The pandemic hurt some of Merck's product lines in 2020 more than investors liked, but the company's oncology, animal health, and vaccine products should continue to deliver growth going forward. The company has also invested over $6 billion in the last 12 months in business development, including acquisitions and collaborations, notably strengthening its oncology pipeline.
Early next year, Merck will take a step toward boosting growth when it spins off slower-growing businesses in women's health, legacy brands, and biosimilars into a new company called Organon. Investors might be wary of Merck relying even more on Keytruda, but the businesses being kicked out represent only 15% of revenue from human health. The move should significantly simplify the company, add a full point to top-line growth, and increase operating profit margin.
The spinoff could be a catalyst for the stock. Shares sell for 13 times estimates for EPS next year. The dividend, which Merck says it will maintain after the split, yields 3.1%.
Bristol Myers Squibb
Arguably the best value in big pharma stocks today is Bristol Myers Squibb (BMY -1.13%). The shares sell for a mere eight times forward earnings, compared with 13 times for the pharmaceutical industry and 22 times for the S&P 500 overall.
Stocks are usually cheap for a reason. Bristol Myers has been out of favor with investors for five years.

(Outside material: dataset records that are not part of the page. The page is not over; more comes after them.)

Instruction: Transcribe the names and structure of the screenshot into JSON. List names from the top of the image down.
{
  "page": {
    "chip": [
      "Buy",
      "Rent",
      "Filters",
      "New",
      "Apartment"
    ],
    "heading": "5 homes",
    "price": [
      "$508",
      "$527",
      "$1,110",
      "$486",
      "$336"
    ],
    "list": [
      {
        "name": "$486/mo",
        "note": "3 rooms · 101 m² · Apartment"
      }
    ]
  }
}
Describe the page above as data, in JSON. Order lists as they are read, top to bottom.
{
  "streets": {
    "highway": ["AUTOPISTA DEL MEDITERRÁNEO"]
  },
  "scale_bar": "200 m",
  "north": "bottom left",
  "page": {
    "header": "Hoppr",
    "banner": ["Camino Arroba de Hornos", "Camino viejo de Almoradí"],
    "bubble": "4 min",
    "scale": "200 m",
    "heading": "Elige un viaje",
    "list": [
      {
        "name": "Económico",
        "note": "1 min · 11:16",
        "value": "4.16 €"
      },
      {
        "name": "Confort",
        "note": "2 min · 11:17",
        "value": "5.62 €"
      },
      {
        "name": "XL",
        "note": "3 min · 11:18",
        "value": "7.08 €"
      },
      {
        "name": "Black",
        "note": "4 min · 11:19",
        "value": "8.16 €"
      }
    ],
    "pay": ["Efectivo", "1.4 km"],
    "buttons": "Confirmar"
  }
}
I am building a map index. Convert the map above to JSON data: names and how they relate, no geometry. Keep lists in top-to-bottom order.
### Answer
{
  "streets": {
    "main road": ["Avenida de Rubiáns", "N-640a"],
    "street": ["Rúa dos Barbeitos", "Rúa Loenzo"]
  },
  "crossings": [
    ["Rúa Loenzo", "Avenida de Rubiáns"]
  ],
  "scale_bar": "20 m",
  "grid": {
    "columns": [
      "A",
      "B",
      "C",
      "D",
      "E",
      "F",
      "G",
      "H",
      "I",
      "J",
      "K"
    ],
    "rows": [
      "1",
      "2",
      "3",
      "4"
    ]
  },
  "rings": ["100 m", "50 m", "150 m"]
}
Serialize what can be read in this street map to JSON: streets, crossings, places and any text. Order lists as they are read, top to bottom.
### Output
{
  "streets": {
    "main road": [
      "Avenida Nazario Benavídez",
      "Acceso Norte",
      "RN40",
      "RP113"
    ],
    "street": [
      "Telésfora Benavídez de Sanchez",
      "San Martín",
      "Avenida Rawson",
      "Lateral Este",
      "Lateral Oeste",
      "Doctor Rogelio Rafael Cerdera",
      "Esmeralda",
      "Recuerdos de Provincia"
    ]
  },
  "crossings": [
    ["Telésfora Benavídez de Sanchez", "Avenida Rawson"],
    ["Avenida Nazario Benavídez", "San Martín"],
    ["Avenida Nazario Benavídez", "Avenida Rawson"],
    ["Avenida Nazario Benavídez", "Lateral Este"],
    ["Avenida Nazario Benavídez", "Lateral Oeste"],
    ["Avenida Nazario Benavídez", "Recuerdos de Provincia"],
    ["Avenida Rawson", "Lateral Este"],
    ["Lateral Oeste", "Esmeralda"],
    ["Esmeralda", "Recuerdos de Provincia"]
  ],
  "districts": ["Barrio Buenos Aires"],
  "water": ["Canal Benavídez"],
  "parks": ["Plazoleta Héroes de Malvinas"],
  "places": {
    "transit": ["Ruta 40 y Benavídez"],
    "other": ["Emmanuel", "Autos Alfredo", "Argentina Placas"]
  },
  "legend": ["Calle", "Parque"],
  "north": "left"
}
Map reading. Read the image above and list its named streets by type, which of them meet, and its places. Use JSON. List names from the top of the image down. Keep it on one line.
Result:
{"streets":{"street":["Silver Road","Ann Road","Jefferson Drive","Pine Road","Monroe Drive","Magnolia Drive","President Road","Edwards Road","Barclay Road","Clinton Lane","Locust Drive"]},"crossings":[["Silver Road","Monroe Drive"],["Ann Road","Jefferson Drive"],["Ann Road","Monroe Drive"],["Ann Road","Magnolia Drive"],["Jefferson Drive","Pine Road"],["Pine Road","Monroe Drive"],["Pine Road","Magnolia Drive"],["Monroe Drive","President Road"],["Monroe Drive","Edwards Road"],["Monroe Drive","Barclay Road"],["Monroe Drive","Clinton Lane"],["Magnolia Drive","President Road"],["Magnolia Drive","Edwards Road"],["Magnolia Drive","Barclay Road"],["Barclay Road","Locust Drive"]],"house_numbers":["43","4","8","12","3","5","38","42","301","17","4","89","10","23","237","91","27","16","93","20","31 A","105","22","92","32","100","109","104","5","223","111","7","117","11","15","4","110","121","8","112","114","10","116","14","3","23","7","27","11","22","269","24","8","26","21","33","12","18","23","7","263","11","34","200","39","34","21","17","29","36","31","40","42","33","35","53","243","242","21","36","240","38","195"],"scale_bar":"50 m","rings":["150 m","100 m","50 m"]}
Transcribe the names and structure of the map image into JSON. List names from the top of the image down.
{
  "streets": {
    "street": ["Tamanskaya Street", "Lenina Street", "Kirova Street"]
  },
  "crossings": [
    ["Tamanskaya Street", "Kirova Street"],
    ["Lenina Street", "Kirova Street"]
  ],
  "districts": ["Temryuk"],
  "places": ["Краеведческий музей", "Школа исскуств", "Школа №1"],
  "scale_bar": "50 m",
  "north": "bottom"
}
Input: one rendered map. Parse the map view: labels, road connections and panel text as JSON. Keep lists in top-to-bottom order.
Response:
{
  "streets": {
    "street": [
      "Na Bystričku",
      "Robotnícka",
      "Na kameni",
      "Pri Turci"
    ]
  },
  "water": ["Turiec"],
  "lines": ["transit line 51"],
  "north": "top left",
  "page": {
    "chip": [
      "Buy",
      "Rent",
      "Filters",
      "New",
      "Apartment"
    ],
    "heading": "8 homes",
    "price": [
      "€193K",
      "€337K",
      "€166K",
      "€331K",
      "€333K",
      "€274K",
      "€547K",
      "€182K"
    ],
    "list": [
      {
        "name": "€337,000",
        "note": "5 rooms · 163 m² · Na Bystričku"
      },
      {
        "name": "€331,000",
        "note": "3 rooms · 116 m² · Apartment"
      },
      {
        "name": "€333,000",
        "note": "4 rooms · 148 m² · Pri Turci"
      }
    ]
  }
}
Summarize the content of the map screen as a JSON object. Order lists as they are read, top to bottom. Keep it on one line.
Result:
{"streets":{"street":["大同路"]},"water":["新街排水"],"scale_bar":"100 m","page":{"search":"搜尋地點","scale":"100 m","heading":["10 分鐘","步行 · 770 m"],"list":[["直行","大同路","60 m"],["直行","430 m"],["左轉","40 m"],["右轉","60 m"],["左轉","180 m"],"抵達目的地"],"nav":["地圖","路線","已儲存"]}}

Lately the concerns have included lackluster growth, largely because Bristol's blockbuster cancer drug Opdivo is losing market share to Merck's Keytruda. The company is also digesting its huge merger with Celgene. The move was costly and required divestiture of one of Celgene's top growth drugs to satisfy antitrust regulators. Celgene's Revlimid became the combined company's top-selling drug after the merger, but it will face potential generic competition starting in 2022.
Those concerns are priced into the stock, but investors will likely warm up to it again over the next year or two as the company's investments in its pipeline start paying off. The company has launched four new medicines in recent months and has some important approvals on the horizon. Drugs with multibillion-dollar potential include mavacamten, a cardiovascular drug that Bristol got in its recent acquisition of MyoKardia, and deucravacitinib. The latter recently passed a phase 3 trial with flying colors. It could be an immunology blockbuster for treating psoriasis, psoriatic arthritis, lupus, and Crohn's disease.
Bristol should start seeing operating efficiencies improve as the combined company takes out cost. Indeed, analysts expect 2021 earnings to jump 17% from their expectations for this year. The stock yields 3%. It's a good choice for investors looking for dividend stocks with growing payouts.